Since 1995, I always keep myself in low-profile (my promise) except at work and educations. I find it fun to challenge myself at work and studies but I don’t find it interesting having large group of friends.

In 1998, I promised to myself to keep away from having too many friends or actively socializing in societies or clubs but I broke it in early 2005. And today, 9th January 2006, I promise to myself AGAIN that I will not be joining any clubs or societies and actively participation (mingle around members) because when you know too many people and start to expose yourself too much, you will end up feeling sick!

My dad used to say “There bound to be assholes in every company you are working for”. He was trying to tell me that wherever I go or work, I will be meeting “pain in the asses” kind of people. He was right!

October 2004 changed me. I met someone, a friend, a listener, a mentor and someone like a father to me. I will refer him as Kay. Knowing him made me thinking that I was wrong about keeping low profile life. I became very much dependent to Kay; I shared my problems, fun and sorrow. I listen to Kay’s ideas that I should walk out from my hiding place and be SOMEONE! I listened!
(Kay is a 68 year old man, a Professor Emeritus and a very respectful person in Education and Medical. I had to write this or else you guys would think I'm GAY, NO I am not!)

Year 2005 started with fun although I had some issues with my health and some sad moments but in overall, it was a fun year! I was happy with the brand new me, and I almost wanted to say that Year 2005 was the must awesome year in my life but things changed on November.

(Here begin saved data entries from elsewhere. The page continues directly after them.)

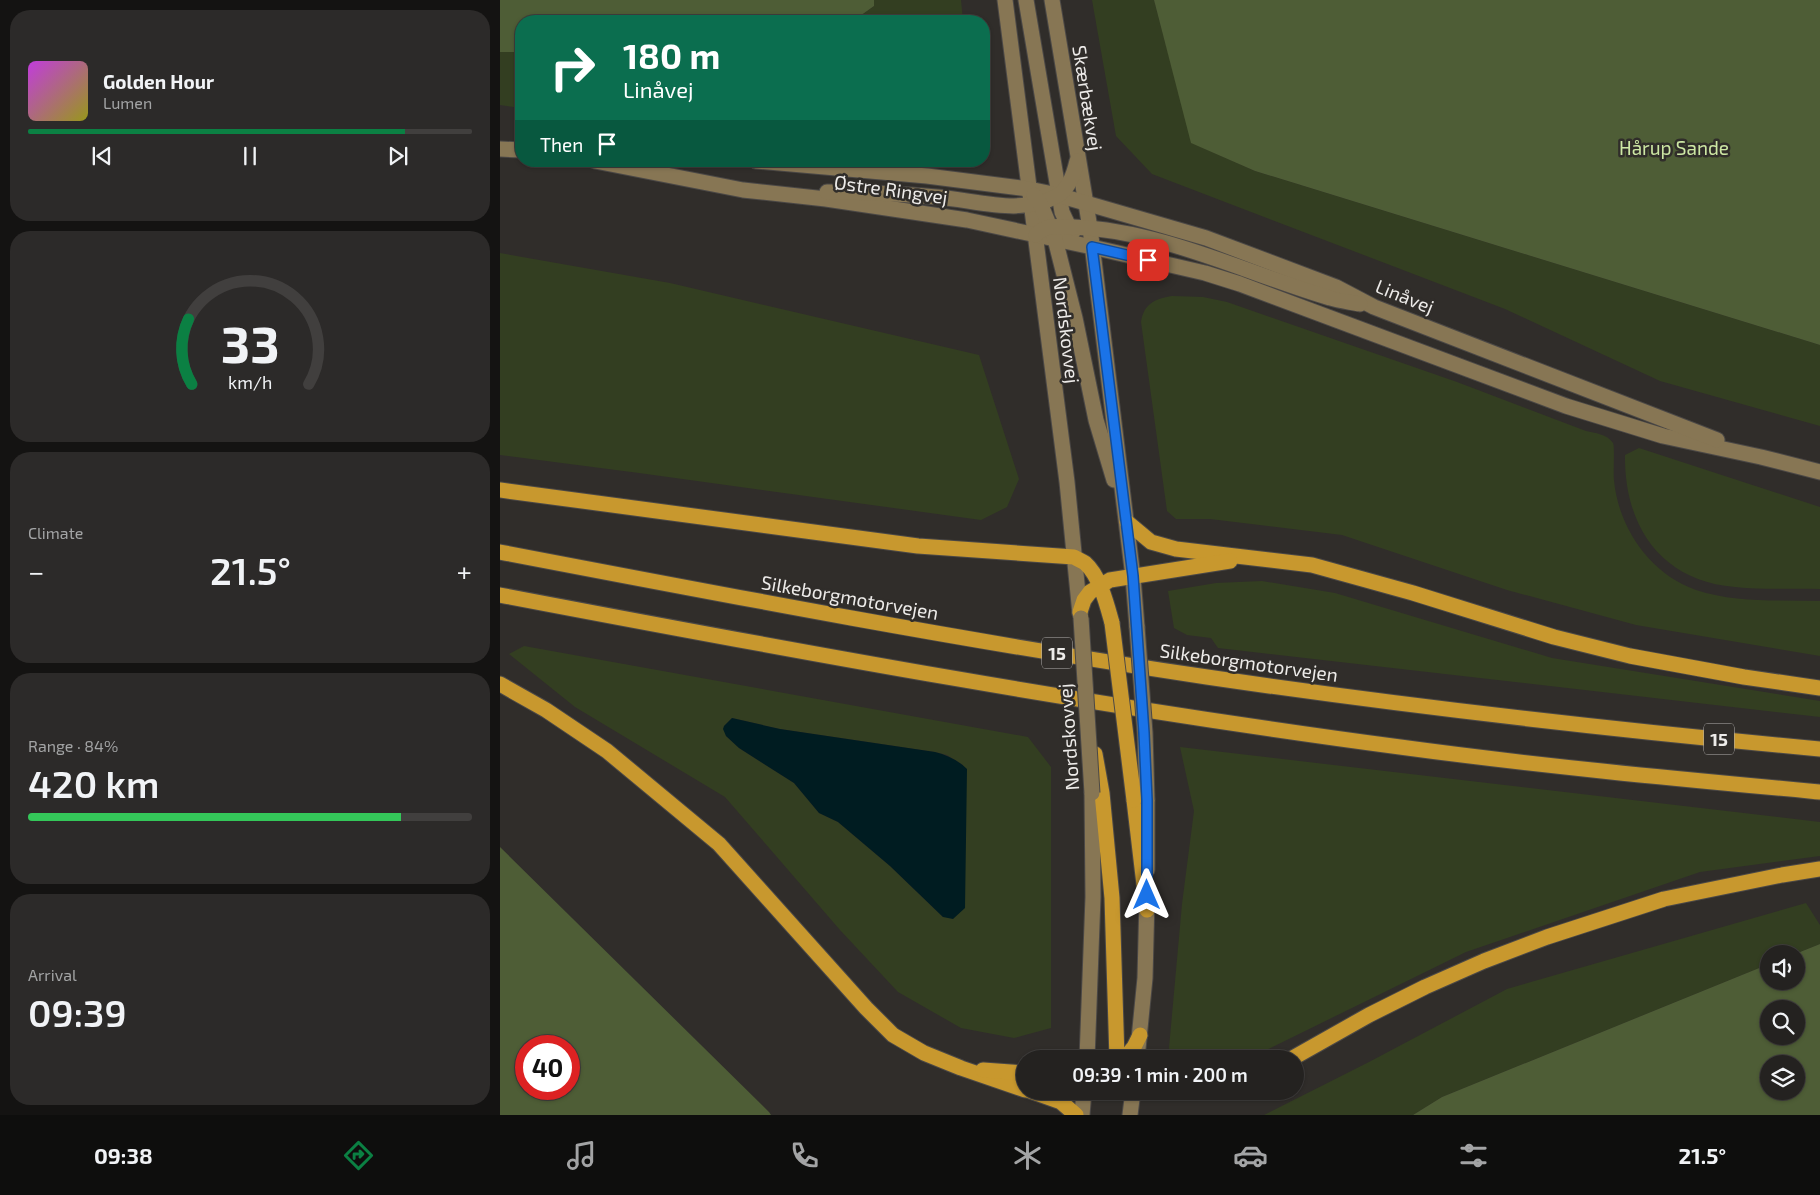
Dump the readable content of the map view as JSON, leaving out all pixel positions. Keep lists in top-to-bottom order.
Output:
{
  "streets": {
    "highway": ["Silkeborgmotorvejen", "15"],
    "main road": [
      "Skærbækvej",
      "Østre Ringvej",
      "Linåvej",
      "Nordskovvej"
    ]
  },
  "crossings": [
    ["Skærbækvej", "Linåvej"],
    ["Skærbækvej", "Nordskovvej"],
    ["Østre Ringvej", "Linåvej"],
    ["Østre Ringvej", "Nordskovvej"],
    ["Linåvej", "Nordskovvej"]
  ],
  "parks": ["Hårup Sande"],
  "page": {
    "turn": ["180 m", "Linåvej"],
    "song": ["Golden Hour", "Lumen"],
    "then": "Then",
    "tile": [
      "Climate",
      ["Range · 84%", "420 km"],
      ["Arrival", "09:39"]
    ],
    "heat": ["−", "21.5°", "+"],
    "limit": "40",
    "trip": "09:39 · 1 min · 200 m",
    "tabs": ["09:38", "21.5°"],
    "gauge": ["33", "km/h"]
  }
}
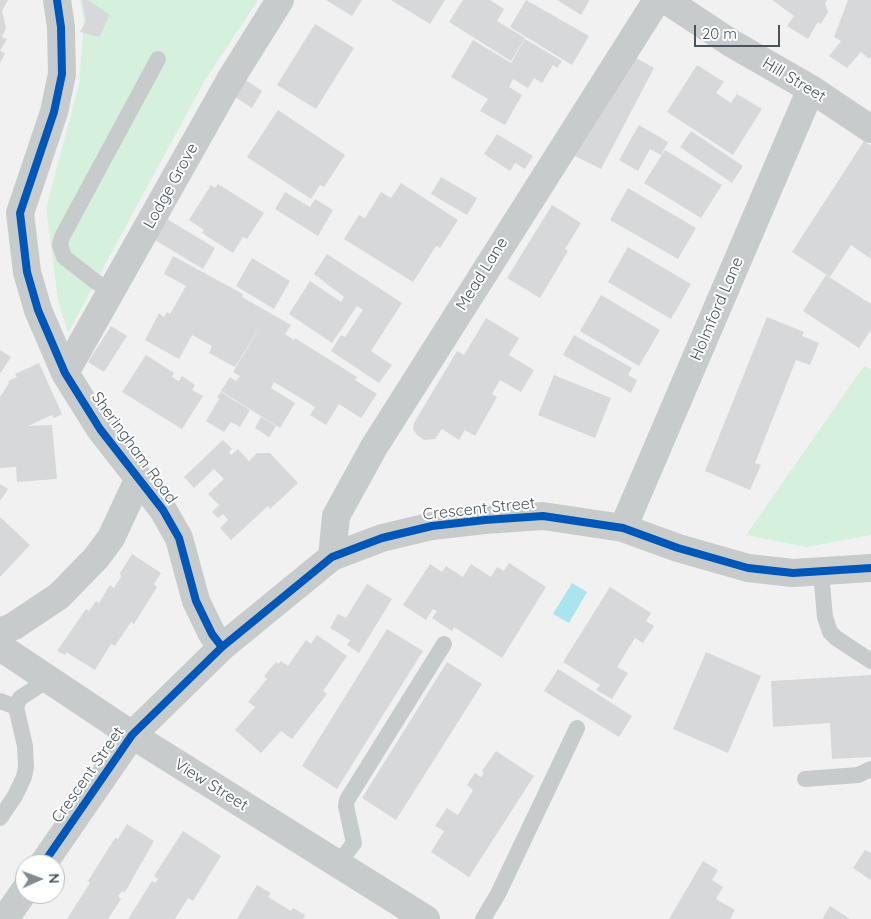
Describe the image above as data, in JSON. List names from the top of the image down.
{
  "streets": {
    "street": [
      "Hill Street",
      "Lodge Grove",
      "Mead Lane",
      "Holmford Lane",
      "Sheringham Road",
      "Crescent Street",
      "View Street"
    ]
  },
  "crossings": [
    ["Hill Street", "Holmford Lane"],
    ["Lodge Grove", "Sheringham Road"],
    ["Mead Lane", "Crescent Street"],
    ["Holmford Lane", "Crescent Street"],
    ["Sheringham Road", "Crescent Street"],
    ["Crescent Street", "View Street"]
  ],
  "scale_bar": "20 m",
  "north": "right"
}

Kay, my mentor and the person I love to be with, fallen sick (cancer) and decided not to see me anymore (I don’t know why but he said he wants to be alone). While in the same time, the group of people I used to hangout with and found them fun (some sort of a club), start to “go against” me. For some reasons, I was labeled as a BAD boy. (The members have split into two groups. One group on my side while the other group is against me)

I have used to be with Kay to talk about everything and now, I do not have him to share my problems and joy with. I find it difficult to be independent again and I basically don’t know how to find solutions for myself. (Dammit, why must I be so dependent on him?)

Group of people in the clubs have now starting to make me feel very much annoying and I have decided to stop meeting them.

Although I have A and F as my buddies but I begin to feel alone again.

My mistakes actually, I shouldn’t be breaking my promises.

And so, even if it is a bit late, these are my resolution for my life AGAIN.

  1. Be independent and don’t you ever depend on anybody in your life. If you want to cry, do it on your own. Hell with all those “shoulders to cry on”!
  2. Study and work hard but be low profile.
  3. Save a lot of money and go enjoy yourself.
  4. Don’t join any societies/clubs or find yourself having too many friends.
  5. A and F are good friends, care for them.
  6. Girlfriend? Uhm.. no!
  7. Love your cyber friends because even if in the real life you are just a cute cat, they wouldn’t know. (Kidding!)
On top of that, my lifetime resolution is “DON’T BREAK ANY RESOLUTIONS THAT I HAVE MADE”.